Listed entries:
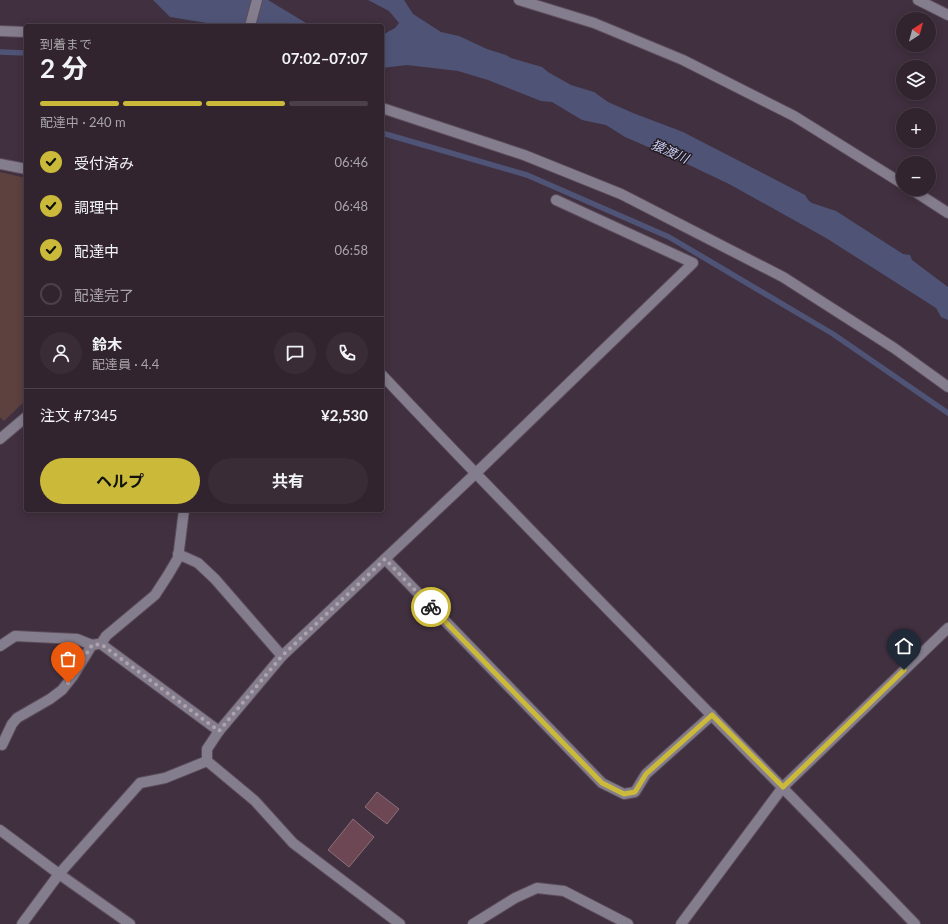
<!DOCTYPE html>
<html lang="ja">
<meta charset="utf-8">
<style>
body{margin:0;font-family:Lato,"Noto Sans JP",sans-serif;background:#392c37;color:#f1f3f6;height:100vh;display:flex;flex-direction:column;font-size:15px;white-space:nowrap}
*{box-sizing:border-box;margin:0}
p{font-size:13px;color:#a8a4aa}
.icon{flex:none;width:22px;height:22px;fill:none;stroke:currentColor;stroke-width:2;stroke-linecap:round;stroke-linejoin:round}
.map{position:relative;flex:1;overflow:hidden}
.side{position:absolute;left:24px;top:24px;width:360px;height:488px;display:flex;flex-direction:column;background:#31242f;border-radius:4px;box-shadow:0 2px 10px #0003,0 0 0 1px #4c414b}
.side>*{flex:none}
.needle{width:26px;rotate:36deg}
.tools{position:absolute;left:896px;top:12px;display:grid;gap:8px}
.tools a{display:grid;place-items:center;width:40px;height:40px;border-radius:50%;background:#31242f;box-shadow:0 2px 10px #0003,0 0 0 1px #4c414b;font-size:20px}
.pin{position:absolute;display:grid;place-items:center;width:34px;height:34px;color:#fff;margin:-41px -17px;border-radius:50% 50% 50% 0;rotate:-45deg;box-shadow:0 0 4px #0007}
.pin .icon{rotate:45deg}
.courier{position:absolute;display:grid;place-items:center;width:40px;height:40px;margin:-20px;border:3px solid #cbba39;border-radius:50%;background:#fff;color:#222;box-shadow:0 1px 5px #0007}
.headline em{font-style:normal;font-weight:700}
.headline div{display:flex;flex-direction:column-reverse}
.headline{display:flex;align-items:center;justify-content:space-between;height:68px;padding:0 16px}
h1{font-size:26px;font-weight:700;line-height:30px}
.bar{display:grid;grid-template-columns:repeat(4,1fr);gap:6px 4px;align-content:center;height:48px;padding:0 16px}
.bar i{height:5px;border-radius:3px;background:#4c414b}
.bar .on{background:#cbba39}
.bar p{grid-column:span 4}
.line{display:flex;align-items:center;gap:10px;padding:0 16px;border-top:1px solid #4c414b}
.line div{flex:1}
.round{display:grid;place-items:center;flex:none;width:42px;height:42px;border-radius:21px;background:#392c37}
ol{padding:0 16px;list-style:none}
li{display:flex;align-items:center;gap:12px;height:44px}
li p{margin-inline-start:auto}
li .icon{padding:4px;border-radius:50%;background:#cbba39;color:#111;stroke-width:4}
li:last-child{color:#a8a4aa}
li i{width:22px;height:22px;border:2px solid #4c414b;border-radius:50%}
.action{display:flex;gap:8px;margin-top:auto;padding:8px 16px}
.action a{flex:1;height:46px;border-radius:24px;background:#cbba39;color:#111;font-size:16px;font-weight:700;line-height:46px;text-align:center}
.action a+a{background:#392c37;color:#f1f3f6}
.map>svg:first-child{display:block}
</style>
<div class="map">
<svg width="948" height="924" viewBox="0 0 948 924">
<rect width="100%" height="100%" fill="#41303f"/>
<polygon fill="#5c413f" points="0,172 26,178 26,400 4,421 0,417"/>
<g fill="#4f5376">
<polygon points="153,0 268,0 311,26 225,26 170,17"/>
<polygon points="368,0 404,0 413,14 441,32 459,36 487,49 506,55 511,58 542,67 548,72 571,85 594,92 608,102 633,113 683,132 805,195 809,201 812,203 836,211 903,254 910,255 912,260 948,287 948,320 941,317 936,308 826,238 729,184 685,163 625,137 606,125 582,120 552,102 541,101 488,80 458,71 407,65 382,68 382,35 395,28 399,23 389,11"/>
</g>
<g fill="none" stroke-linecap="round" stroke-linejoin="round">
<g stroke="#4f5376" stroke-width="5.5">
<polyline points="0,52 26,53"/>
<polyline points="382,133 527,175 669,237 833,334 948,413"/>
</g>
</g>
<g fill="#6e4755" stroke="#8a7079">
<polygon points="377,792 399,809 387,824 365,807"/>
<polygon points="353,819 374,837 349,867 328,850"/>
</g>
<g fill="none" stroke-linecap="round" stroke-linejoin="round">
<defs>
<g id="minor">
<polyline points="519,0 594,23 683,60 794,116 903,184"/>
<polyline points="918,0 948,15"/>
<polyline points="250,26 257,0"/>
<polyline points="0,31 26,32"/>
<polyline points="382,108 524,155 621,194 783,277 894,348 948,387"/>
<polyline points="0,164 26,169"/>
<polyline points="911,189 948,213"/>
<path d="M 382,375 C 557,561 738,740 915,924"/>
<polyline points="0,439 26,417"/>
<polyline points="184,510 178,558 168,575 155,595 106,636 101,644 219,731"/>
<polyline points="178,554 198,563 215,579 282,656"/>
<polyline points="385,559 602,783 624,794 635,792 646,774 712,715"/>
<polyline points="0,646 15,636 77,639 92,645 98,644"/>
<polyline points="2,745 12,724 17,718 50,699 62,690 73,676 92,645"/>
<polyline points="0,830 59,874 130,924"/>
<polyline points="22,924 59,874 140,783 165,778 207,761"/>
<polyline points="400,924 293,843 255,801 207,761 207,749 219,731 282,656 475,474 693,263 556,200"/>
<polyline points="473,924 515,898 537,888 564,891 628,924"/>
<polyline points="681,924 783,787 948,628"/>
</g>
</defs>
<use href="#minor" stroke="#5c4c5a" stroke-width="12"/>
<use href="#minor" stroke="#847d8d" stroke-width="10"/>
</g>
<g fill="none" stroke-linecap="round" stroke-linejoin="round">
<polyline stroke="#afa2ad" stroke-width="4" stroke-dasharray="0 7.2" points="68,683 92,645 101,644 219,731 282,656 385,559 431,607"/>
<polyline stroke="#cbba39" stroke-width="5" points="431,607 602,783 624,794 635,792 646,774 712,715 783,787 904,670"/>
</g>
<g text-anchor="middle" stroke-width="3" stroke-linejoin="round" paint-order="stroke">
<g font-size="13" font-style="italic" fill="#cacff5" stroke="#231b22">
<text transform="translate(670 151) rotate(24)" y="5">猿渡川</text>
</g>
</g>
</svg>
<div class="tools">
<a><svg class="needle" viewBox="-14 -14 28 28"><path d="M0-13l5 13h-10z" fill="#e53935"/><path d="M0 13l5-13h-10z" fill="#a8a4aa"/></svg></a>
<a><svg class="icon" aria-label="layers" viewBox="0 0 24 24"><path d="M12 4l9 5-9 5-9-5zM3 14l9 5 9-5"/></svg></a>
<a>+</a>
<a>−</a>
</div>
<div class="pin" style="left:68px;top:683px;background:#ea580c"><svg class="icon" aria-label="bag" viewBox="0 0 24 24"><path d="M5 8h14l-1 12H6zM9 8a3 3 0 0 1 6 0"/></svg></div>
<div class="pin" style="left:904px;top:670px;background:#1f2937"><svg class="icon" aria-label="home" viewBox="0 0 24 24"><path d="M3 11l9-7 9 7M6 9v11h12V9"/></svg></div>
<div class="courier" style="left:431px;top:607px"><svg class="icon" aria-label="bike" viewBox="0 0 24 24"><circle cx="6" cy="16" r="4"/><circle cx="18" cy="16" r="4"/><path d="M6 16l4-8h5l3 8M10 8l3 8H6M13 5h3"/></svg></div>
<section class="side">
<div class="headline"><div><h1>2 分</h1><p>到着まで</p></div><em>07:02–07:07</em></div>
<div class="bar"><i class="on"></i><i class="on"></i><i class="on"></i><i></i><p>配達中 · 240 m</p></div>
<ol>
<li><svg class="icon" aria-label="check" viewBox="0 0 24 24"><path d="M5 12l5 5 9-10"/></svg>受付済み<p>06:46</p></li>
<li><svg class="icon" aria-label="check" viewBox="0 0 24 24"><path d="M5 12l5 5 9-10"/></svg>調理中<p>06:48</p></li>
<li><svg class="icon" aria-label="check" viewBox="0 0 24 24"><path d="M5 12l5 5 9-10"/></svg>配達中<p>06:58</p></li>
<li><i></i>配達完了</li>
</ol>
<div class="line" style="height:72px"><a class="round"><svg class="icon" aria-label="person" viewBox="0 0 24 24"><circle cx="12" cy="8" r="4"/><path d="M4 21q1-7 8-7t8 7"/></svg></a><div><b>鈴木</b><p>配達員 · 4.4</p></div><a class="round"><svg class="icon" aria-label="chat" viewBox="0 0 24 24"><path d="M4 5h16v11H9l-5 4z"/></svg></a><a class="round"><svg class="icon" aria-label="phone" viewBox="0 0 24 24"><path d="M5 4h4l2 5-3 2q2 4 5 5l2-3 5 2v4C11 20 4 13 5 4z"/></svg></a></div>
<div class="line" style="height:52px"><div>注文 #7345</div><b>¥2,530</b></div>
<div class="action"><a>ヘルプ</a><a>共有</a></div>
</section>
</div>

Work to be completed:
Please report the number of lines in the data that include "headline", with no other words.

Result of this exercise:
4